Breast cancer is a heterogeneous disease with individual cases varying in morphology, clinical and radiological manifestations, prognosis, and therapy response. Heterogeneity is frequently seen within the same tumor and in general refers to co-existence of more than one tumor cell subpopulations with regard to histological tumor type and grade, protein expression or genetic characteristics. This intratumoral heterogeneity may manifest in three different patterns: the deviating tumor cells may form a distinct cluster, they can be scattered among the other cells of the tumor, or intermingle with the rest of the tumor cells in a mosaic-like pattern. HER2 heterogeneity is seen in up to 40% of the analyzed invasive breast carcinomas in some series (1). Multifocality is an important issue in breast cancer and differences between the tumor foci may also be substantial. Foci deviating from one another with regard to their estrogen and progesterone receptor status are seen in approximately 10% of multifocal carcinomas similar to differences in HER2 over-expression. Variations in Ki67 proliferation index are also frequent. Heterogeneity may potentially lead to discordant results dependent on which part of the tumor is embedded and examined. This problem is even more obvious in core biopsy – surgical specimen correlation and in relation of primary tumors and metastatic foci. More importantly, the different subpopulations may influence the assessment of the tumors’ molecular phenotype and potentially may lead to under-treatment of the patients. According to the results of our research team, patients with multifocal tumors showing molecular intertumoral heterogeneity have worse survival compared to patients with homogeneous multifocal cases (2). In practice, all the classifications systems allow for intratumoral and intertumoral heterogeneity defining cut-off levels in a percentage of positive tumor cells. The proportion of positive cells may have a substantial impact on the tumors´ response to therapy. Assessing and reporting the percentage of the tumor cells expressing a biomarker at scanning microscopic magnification is an essential routine. Tricolor BDISH method for assessing HER-2 positivity has the advantage of demonstrating all the needed structures within the same histology slide (3).

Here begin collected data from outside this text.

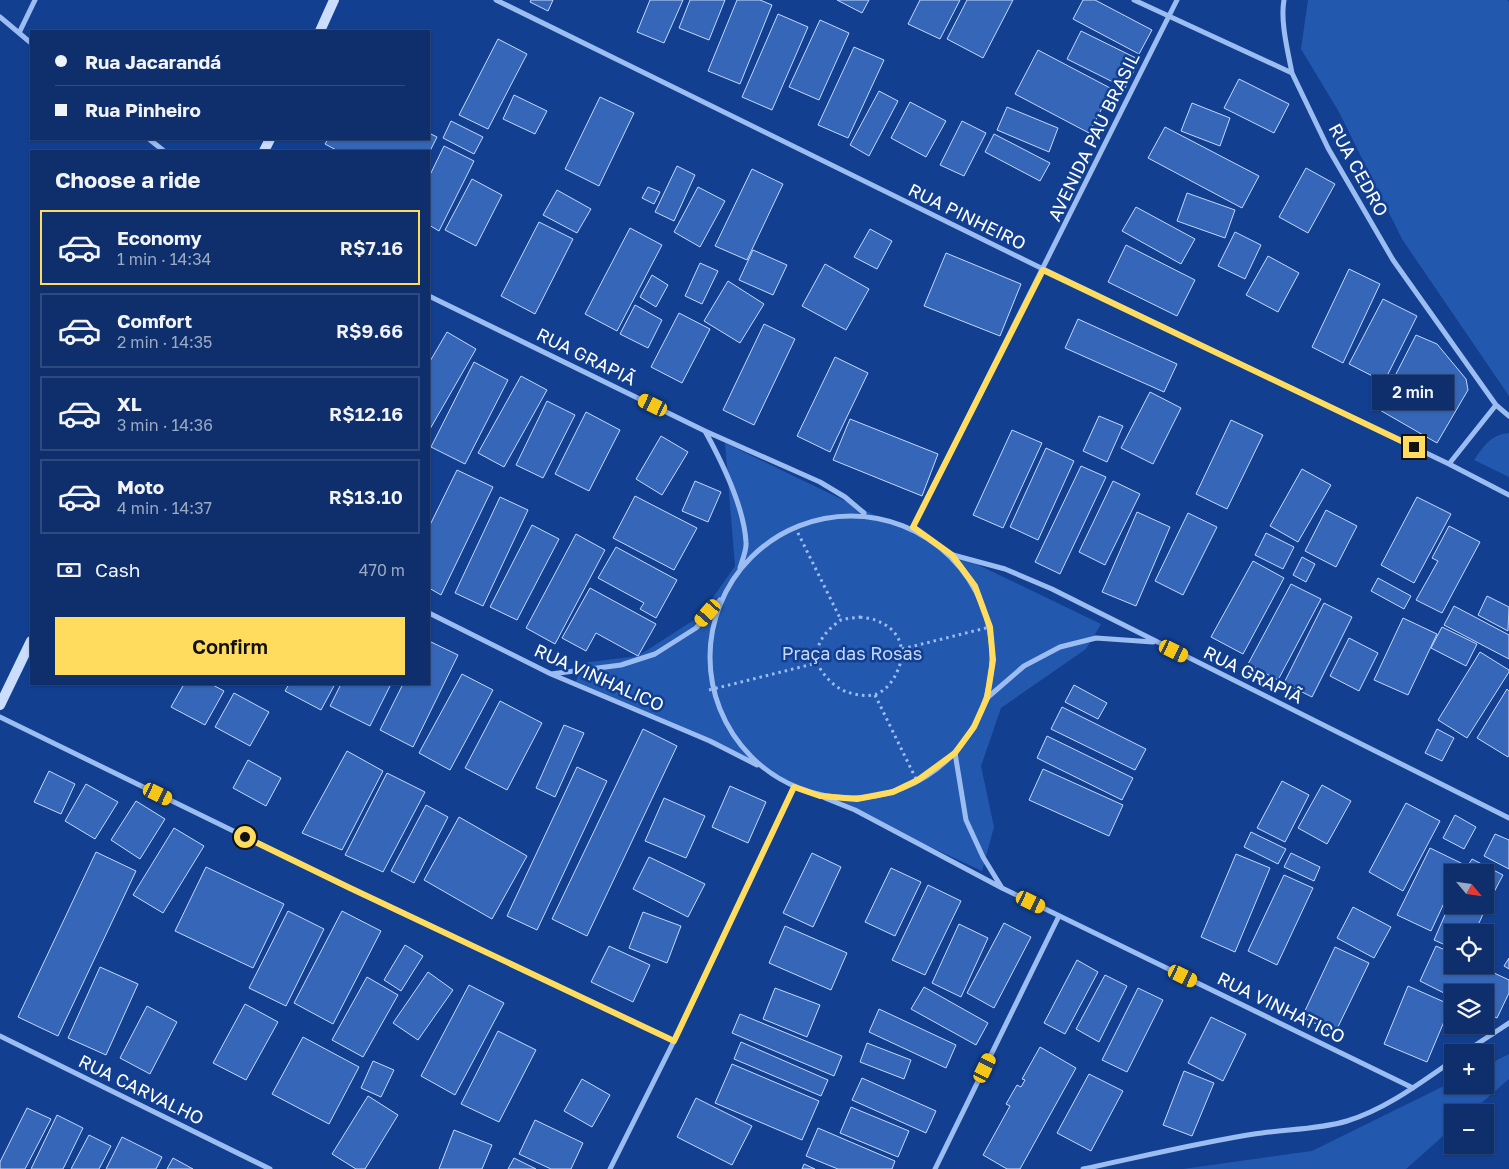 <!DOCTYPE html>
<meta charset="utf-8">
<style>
body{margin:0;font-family:"Golos Text",sans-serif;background:#173772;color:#f1f3f6;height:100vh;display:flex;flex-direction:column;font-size:19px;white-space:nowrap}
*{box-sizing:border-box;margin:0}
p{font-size:16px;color:#9ba9c2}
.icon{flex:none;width:28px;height:28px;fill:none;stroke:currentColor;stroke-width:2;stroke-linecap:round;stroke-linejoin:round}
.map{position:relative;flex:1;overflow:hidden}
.side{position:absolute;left:30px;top:150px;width:400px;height:535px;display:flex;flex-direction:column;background:#0e2f6c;border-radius:0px;box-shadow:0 1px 4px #0004,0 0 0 1px #2e4a7f}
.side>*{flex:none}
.guide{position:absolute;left:30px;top:30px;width:400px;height:110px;border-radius:0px;box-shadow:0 1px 4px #0004,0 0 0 1px #2e4a7f;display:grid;align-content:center;height:110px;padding:0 25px;background:#0e2f6c}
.needle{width:32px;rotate:119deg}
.buttons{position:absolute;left:1444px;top:864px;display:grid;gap:10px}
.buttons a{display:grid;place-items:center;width:50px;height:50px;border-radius:0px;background:#0e2f6c;box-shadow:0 1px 4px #0004,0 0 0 1px #2e4a7f;font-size:25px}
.end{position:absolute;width:22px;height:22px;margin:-11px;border:6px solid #ffdc5d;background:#111;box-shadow:0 0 0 2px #111}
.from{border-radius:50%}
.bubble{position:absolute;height:35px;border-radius:0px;background:#0e2f6c;box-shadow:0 1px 4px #0004,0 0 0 1px #2e4a7f;font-size:16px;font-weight:600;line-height:35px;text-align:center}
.car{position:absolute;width:15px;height:30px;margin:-15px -8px;border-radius:6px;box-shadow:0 0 4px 1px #0007;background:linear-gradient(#f5c518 24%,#345 0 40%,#f5c518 0 76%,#345 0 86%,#f5c518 0)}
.guide b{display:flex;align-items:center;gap:18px;height:48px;font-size:19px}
.guide b+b{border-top:1px solid #2e4a7f}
.guide i{width:12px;height:12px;background:#f1f3f6}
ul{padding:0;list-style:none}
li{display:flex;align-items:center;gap:15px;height:75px;margin:0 10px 8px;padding:0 15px;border:2px solid #2e4a7f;border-radius:0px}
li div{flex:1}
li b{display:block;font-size:19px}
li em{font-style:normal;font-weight:600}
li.selected{border-color:#ffdc5d}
li>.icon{width:45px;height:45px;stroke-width:1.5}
h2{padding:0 25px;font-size:22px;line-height:60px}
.pay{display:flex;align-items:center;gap:12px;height:55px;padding:0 25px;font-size:19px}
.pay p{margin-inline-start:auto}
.button{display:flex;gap:10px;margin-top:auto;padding:10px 25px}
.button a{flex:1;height:58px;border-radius:0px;background:#ffdc5d;color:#111;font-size:20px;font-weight:600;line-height:58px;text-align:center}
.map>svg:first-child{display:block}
.green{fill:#2358af}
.building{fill:#3566b7;stroke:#c4d9fd}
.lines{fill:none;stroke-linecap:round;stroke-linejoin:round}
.path{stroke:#9cbdf2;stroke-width:3;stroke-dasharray:2.5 4;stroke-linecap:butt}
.minor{stroke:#9cbdf2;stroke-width:5}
.secondary{stroke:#cbddfc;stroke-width:10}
.route{stroke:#ffdc5d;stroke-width:6}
.labels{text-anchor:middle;stroke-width:5;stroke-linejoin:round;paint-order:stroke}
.street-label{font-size:18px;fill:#fff;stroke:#123f90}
.park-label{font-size:18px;fill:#c4d9fd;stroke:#123f90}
</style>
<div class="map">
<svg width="1509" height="1169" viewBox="0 0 1509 1169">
<rect width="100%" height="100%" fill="#123f90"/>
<path class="green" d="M1308 0H1507L1509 2V396L1402 239 1339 112 1301 49Z
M1509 433V477L1474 460C1485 445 1490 435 1509 433Z
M725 443 1101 624 1086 649 1001 708 981 766 994 827 982 871 576 682 582 663 638 656 700 616 735 566Z
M1509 1054V1079L1471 1112H1452V1128L1406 1169H1183L1312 1151 1452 1082V1085H1485V1066Z"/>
<path class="building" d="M531 0H553L548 11 530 2Z
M650 0H683L664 43 637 32Z
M690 0H725L709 40 679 28Z
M737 0H760L772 5 740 84 708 71Z
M837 0H869L862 13Z
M920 0H960L940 39 908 24Z
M967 0H1013L983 58 947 39Z
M1083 0H1095L1152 30 1139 54 1073 19Z
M778 14 808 27 772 110 742 97Z
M820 20 849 33 819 100 789 87Z
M1081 31 1140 60 1125 88 1067 59Z
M498 39 527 54 488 129 459 115Z
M854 47 884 60 848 138 818 125Z
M1038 50 1112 89 1089 133 1015 94Z
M1239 79 1289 104 1274 133 1224 108Z
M879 91 898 101 869 156 850 145Z
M514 95 547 111 535 134 503 119Z
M600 97 634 113 599 186 565 169Z
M910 102 946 121 926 157 891 138Z
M1192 103 1230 118 1220 146 1181 131Z
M1007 107 1058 128 1049 152 997 130Z
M451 121 483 137 474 154 443 138Z
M962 121 986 133 964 176 940 165Z
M1165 127 1259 176 1242 208 1148 158Z
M429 133 437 137 429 153V151H338L325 144 328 139H429Z
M994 134 1050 163 1040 181 985 152Z
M444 146 474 161 439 231 429 225V177Z
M677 166 695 175 674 221 655 212Z
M1306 168 1335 184 1308 233 1279 217Z
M752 169 783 184 747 260 715 246Z
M472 179 502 195 476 246 445 230Z
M648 187 660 192 654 204 642 198Z
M698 187 725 201 700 247 674 232Z
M557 190 591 209 577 233 543 215Z
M1187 193 1235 210 1225 238 1177 221Z
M1136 207 1195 239 1181 264 1122 231Z
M539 222 573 239 535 314 501 296Z
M630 228 662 245 617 331 585 314Z
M870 229 892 241 877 269 854 257Z
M1235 232 1261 245 1245 279 1218 266Z
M1126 245 1195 280 1177 316 1108 282Z
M753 250 787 265 773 295 739 280Z
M946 253 1021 284 1000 336 924 306Z
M1268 256 1299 273 1278 312 1246 295Z
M700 263 718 271 702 304 685 296Z
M825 264 869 289 846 330 802 306Z
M1349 269 1380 284 1343 363 1312 347Z
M652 275 668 285 656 307 640 297Z
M728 281 764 304 740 343 704 321Z
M1383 299 1417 316 1384 382 1349 364Z
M635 305 662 320 648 348 620 334Z
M679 313 710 329 682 383 651 367Z
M1078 319 1177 364 1164 392 1065 348Z
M764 324 795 339 754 425 723 410Z
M447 332 476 349 430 429 429 428V363Z
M1416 335 1437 344 1466 379 1468 390 1437 443 1378 409Z
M835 357 868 373 830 452 797 436Z
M474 362 508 380 465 464 431 447Z
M521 376 547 390 504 467 478 453Z
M1150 392 1181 408 1153 464 1121 448Z
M547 401 575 415 543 478 516 465Z
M586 412 620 430 589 491 555 474Z
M1099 416 1123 426 1107 462 1083 451Z
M850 419 938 454 922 496 833 460Z
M1231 420 1263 435 1227 509 1196 494Z
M1012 430 1042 443 1003 528 973 515Z
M661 436 688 452 662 495 636 479Z
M1046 448 1074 461 1038 540 1010 527Z
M1081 466 1106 477 1060 574 1035 562Z
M1302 469 1331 485 1298 542 1270 526Z
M457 470 493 487 441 595 429 588V527Z
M695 481 721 492 708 522 682 511Z
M1113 481 1140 494 1105 565 1079 552Z
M635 496 697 528 674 570 613 538Z
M500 497 528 510 483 606 455 593Z
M1417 497 1451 514 1414 583 1381 565Z
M1326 510 1357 526 1336 567 1305 551Z
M1137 512 1170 527 1136 606 1102 592Z
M1188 513 1217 527 1183 595 1155 581Z
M532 525 559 539 517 620 490 607Z
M1449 526 1480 542 1442 613 1416 600 1438 561 1432 558Z
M1266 533 1294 547 1283 569 1255 555Z
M576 534 605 550 555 644 526 628Z
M616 547 677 580 656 618 640 609 644 603 598 578Z
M1302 557 1315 564 1306 582 1293 575Z
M1253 561 1284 578 1243 654 1211 637Z
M1378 578 1411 596 1404 609 1371 591Z
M1291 584 1321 599 1278 680 1248 664Z
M590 588 656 624 638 656 596 633 586 651 562 638Z
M1487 596 1509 607 1508 631 1478 615Z
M1324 603 1352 617 1312 697 1284 683Z
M1454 606 1509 635V659L1444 625Z
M1403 618 1437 634 1408 695 1374 680Z
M1442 627 1477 644 1466 666 1431 648Z
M1349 638 1378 653 1359 691 1330 676Z
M429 641 458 655 413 747 380 730 403 684H429Z
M1480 652 1509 670V672L1467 738 1438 720Z
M462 674 493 690 450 770 419 753Z
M184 684H211L224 691 205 725 171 707Z
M289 684H335L321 710 285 691Z
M341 684H391L370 726 330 706Z
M1074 685 1107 703 1098 719 1065 702Z
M1507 689 1509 691V755L1508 757 1477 738Z
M234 693 269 712 250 746 215 727Z
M500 701 542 723 507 790 465 768Z
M1062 707 1146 749 1135 770 1051 729Z
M564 725 584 733 555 797 536 788Z
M643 729 677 746 587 936 552 919Z
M1437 729 1454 738 1442 761 1425 753Z
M1047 736 1133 778 1122 800 1037 758Z
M347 751 383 771 342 850 302 833Z
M248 760 281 778 266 806 233 788Z
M577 767 607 781 537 930 507 916Z
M1043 769 1123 805 1109 836 1029 800Z
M49 771 75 784 61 814 34 802Z
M387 773 425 792 383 872 345 855Z
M1282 781 1309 795 1285 842 1257 828Z
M86 784 118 802 95 839 65 821Z
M1322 785 1351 801 1327 844 1298 828Z
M730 786 766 802 748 843 712 827Z
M664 798 705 816 686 858 645 841Z
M136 801 165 819 140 859 111 840Z
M1406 803 1440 821 1403 891 1369 872Z
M426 805 448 817 414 883 391 871Z
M1455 815 1476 827 1464 849 1443 838Z
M459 817 527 856 492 919 424 880Z
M174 828 204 846 163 913 133 895Z
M1251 832 1286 849 1278 864 1244 847Z
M1495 834 1509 840V869L1484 856Z
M1430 848 1463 864 1459 872H1452V886L1431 931 1397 915Z
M96 852 136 871 58 1036 18 1017Z
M812 853 841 867 813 927 783 913Z
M1291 853 1320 867 1314 881 1284 867Z
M1236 854 1270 868 1235 952 1201 937Z
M649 857 705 884 688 917 633 889Z
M1472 859 1503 875 1484 911 1473 905H1485V872H1464Z
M206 867 284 904 253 968 175 931Z
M891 868 921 882 895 936 865 922Z
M1284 875 1313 888 1277 965 1248 951Z
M928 885 961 901 925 975 892 960Z
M1451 901 1452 905H1461L1483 914 1475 932H1452V948L1434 940Z
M1353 907 1391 927 1374 958 1337 938Z
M288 911 324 929 286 1006 249 988Z
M342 911 381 931 333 1024 294 1003Z
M643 912 681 926 667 963 629 948Z
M1004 923 1031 937 994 1008 967 993Z
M959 924 988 938 961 997 932 983Z
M785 926 847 953 831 990 769 963Z
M405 945 423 956 401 991 384 980Z
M609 946 650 965 633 1002 591 982Z
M1436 946 1452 953V965H1477L1509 980V993L1497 1018 1485 1012V992H1452V997L1420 981Z
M1335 947 1369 963 1335 1033 1302 1017Z
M1509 958V969L1504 966Z
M1077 960 1098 972 1065 1034 1044 1023Z
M100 967 138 984 106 1055 68 1038Z
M428 972 453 990 418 1040 393 1023Z
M1105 975 1127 986 1099 1042 1076 1029Z
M367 977 398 995 363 1057 332 1040Z
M469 985 504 1003 455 1095 421 1076Z
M1408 986 1451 1005 1427 1062 1384 1044Z
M924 987 988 1023 976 1045 911 1009Z
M775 988 820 1005 807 1037 763 1019Z
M1138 988 1163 1000 1127 1072 1102 1060Z
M245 1004 278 1022 246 1080 213 1063Z
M147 1006 177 1022 150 1074 120 1058Z
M879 1009 956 1045 946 1068 869 1032Z
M740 1014 842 1056 834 1076 732 1033Z
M1211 1017 1246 1034 1223 1081 1188 1063Z
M498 1031 536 1050 499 1122 461 1104Z
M303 1037 359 1067 329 1124 272 1094Z
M741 1042 828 1080 821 1096 734 1059Z
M867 1043 911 1060 904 1079 860 1062Z
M1040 1047 1076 1068 1020 1169H1007L983 1155 1010 1106 1006 1104 1017 1085 1021 1087 1025 1080 1022 1079Z
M373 1061 394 1070 381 1097 361 1088Z
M732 1064 819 1101 802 1140 715 1103Z
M1184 1071 1214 1083 1192 1136 1163 1125Z
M1089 1074 1123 1091 1091 1151 1057 1133Z
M862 1078 936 1111 926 1133 852 1100Z
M582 1079 610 1095 592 1127 564 1111Z
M368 1096 398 1115 365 1169H356L332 1154Z
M696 1098 752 1126 732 1165 677 1137Z
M851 1107 909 1131 898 1157 840 1133Z
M27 1108 51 1119 25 1169H0V1162Z
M57 1115 83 1128 63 1169H31Z
M535 1120 583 1143 571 1169H551L519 1154Z
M818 1128 895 1161 892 1169H838L806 1156Z
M454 1130 492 1145 482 1169H439Z
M89 1135 111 1146 99 1169H71Z
M122 1137 162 1157 156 1169H106Z
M173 1158 193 1169H167Z
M514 1158 536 1169H508Z
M804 1164 815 1169H802Z"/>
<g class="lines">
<path class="path" d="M795 527 841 620
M860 617C865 618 871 618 875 620 899 628 908 649 897 672 893 681 887 689 877 694 869 697 855 695 847 692 836 688 828 680 821 670 812 655 819 638 832 627 835 625 838 621 841 620 847 618 854 618 860 617Z
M902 649 990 627
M709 690 817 663
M875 695 917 781"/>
<path class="minor" d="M496 0 1043 269 1449 464 1509 495
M1134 0 1292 73 1328 148 1393 260 1496 405 1509 416
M1284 0C1280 21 1288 52 1292 73
M0 17 31 43
M19 33 35 0
M149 139 164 151
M429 296 705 431 820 482 845 497 864 513
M705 431C722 462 744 506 746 542 747 550 742 560 740 568
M1449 464 1496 405
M710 657a141 141 0 1 1 282 0a141 141 0 1 1-282 0Z
M913 527 1177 0
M953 555 1005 569 1052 589 1509 818
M429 613 551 674 710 741 757 765
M551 674 621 665 655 654 696 628 720 600
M987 698 1024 666 1060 647 1096 638 1153 642
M0 717 350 888 674 1041
M955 753 966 820 983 857 1002 888
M825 798 855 810 1002 888 1413 1088
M0 1036 270 1169
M1465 1052 1509 1023
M610 1169 674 1041 794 787
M935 1169 1059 916
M1083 1169C1140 1157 1197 1143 1254 1134 1285 1129 1317 1130 1347 1121 1386 1109 1420 1083 1452 1061"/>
<path class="secondary" d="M320 31 334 0
M264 151 270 139
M0 705 31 641"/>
</g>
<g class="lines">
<path class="route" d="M245 837 350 888 674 1041 794 787 820 796 857 799 893 792 918 780 955 753 974 727 987 698 993 660 990 627 975 586 952 555 913 527 1043 270 1414 447"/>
</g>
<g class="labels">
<g class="street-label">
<text transform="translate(1094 137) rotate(-64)" y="6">AVENIDA PAU BRASIL</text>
<text transform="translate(1358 170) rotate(61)" y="6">RUA CEDRO</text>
<text transform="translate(967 217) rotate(26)" y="6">RUA PINHEIRO</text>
<text transform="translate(586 357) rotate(26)" y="6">RUA GRAPIÃ</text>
<text transform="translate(1253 675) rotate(26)" y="6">RUA GRAPIÃ</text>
<text transform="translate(599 678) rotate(24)" y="6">RUA VINHALICO</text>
<text transform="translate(1281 1008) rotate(26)" y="6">RUA VINHATICO</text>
<text transform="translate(141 1090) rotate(26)" y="6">RUA CARVALHO</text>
</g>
<g class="park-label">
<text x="852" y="660">Praça das Rosas</text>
</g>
</g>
</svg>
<div class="buttons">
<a><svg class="needle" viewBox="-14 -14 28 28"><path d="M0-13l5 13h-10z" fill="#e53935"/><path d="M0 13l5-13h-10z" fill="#9ba9c2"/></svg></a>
<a><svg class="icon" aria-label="locate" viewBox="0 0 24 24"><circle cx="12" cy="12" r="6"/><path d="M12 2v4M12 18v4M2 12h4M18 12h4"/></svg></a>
<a><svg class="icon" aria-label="layers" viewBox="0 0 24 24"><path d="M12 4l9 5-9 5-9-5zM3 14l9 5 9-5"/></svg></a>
<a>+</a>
<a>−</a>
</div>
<i class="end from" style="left:245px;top:837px"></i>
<i class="end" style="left:1414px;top:447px"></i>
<div class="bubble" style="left:1372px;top:375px;width:82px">2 min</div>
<i class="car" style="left:653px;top:405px;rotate:296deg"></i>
<i class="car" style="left:708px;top:613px;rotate:221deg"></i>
<i class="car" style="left:1174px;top:651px;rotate:116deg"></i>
<i class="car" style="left:158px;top:794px;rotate:116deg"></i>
<i class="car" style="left:1031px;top:902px;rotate:116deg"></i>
<i class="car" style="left:1183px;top:976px;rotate:116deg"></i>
<i class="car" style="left:985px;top:1068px;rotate:26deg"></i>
<div class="guide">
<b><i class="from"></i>Rua Jacarandá</b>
<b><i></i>Rua Pinheiro</b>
</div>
<section class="side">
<h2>Choose a ride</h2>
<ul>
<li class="selected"><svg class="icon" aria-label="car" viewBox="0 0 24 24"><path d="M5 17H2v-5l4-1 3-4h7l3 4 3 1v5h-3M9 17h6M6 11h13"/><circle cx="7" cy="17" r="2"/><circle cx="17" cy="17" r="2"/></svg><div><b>Economy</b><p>1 min · 14:34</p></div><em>R$7.16</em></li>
<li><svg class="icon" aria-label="car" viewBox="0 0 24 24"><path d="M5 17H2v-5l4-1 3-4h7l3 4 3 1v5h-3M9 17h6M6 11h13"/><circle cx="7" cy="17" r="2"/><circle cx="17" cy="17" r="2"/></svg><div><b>Comfort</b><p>2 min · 14:35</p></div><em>R$9.66</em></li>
<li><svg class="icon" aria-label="car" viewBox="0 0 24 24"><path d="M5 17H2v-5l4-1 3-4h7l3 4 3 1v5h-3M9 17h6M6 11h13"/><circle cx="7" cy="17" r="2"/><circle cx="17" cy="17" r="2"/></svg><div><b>XL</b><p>3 min · 14:36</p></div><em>R$12.16</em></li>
<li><svg class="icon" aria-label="car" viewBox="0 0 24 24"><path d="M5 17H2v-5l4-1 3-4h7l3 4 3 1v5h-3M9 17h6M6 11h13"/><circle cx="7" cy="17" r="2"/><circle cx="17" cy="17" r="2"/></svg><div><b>Moto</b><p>4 min · 14:37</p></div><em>R$13.10</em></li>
</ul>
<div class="pay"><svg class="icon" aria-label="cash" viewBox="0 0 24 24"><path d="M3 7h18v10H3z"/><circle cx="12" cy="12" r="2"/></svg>Cash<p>470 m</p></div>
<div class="button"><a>Confirm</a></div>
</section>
</div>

  1. Hanna WM at al. Mod Pathol 2014; 27:4-18.                                                                                                
  2. Pekar G et al. Cancer 2014; 120:26-34.
  3. Nitta H et al. Diagn Pathol 2012; 7:60

CV

Tibor Tot is associate professor of pathology at the University of Uppsala, Sweden and head of Laboratory Medicine Dalarna and its Department of Pathology and Clinical Cytology at the County Hospital in Falun, Sweden. He is breast cancer expert of the Swedish Board of Welfare and is regular course director of its breast pathology program. The last years he is also one of the three faculty members in the breast pathology arm of the European School of Pathology, invited faculty member in European School of Radiology and one of the scientific directors in the European School of Oncology Certificate of Competence in Breast Cancer program. In addition to more than 80 journal articles and 20 book chapters, he published the book Practical Breast Pathology (Thieme 2002, second edition 2014), which has become official teaching material of the European School of Pathology. He is also co-author of the Thieme Series on Art and Science of Mammography. Recently, he edited two Springer books related to modern breast cancer diagnostics. With radiological – pathological correlation of breast diseases as his main field of interest, he is repeatedly invited lecturer at the European Congress of Radiology, European Congress of Pathology, and other international and national congresses, symposia, and teaching courses all over the world. He is member of the Editorial Board of Virchows Archiv, the official journal of the European Society of Pathology, Vojnosanitetski pregled (Belgrade), the Journal of OncoPathology, and the Journal of Solid Tumors, one of the editors of Case Reports in Pathology, member of the European Working Groups for Breast Cancer Screening Pathology and the past chair of the Working Group for Breast Pathology of the European Society of Pathology.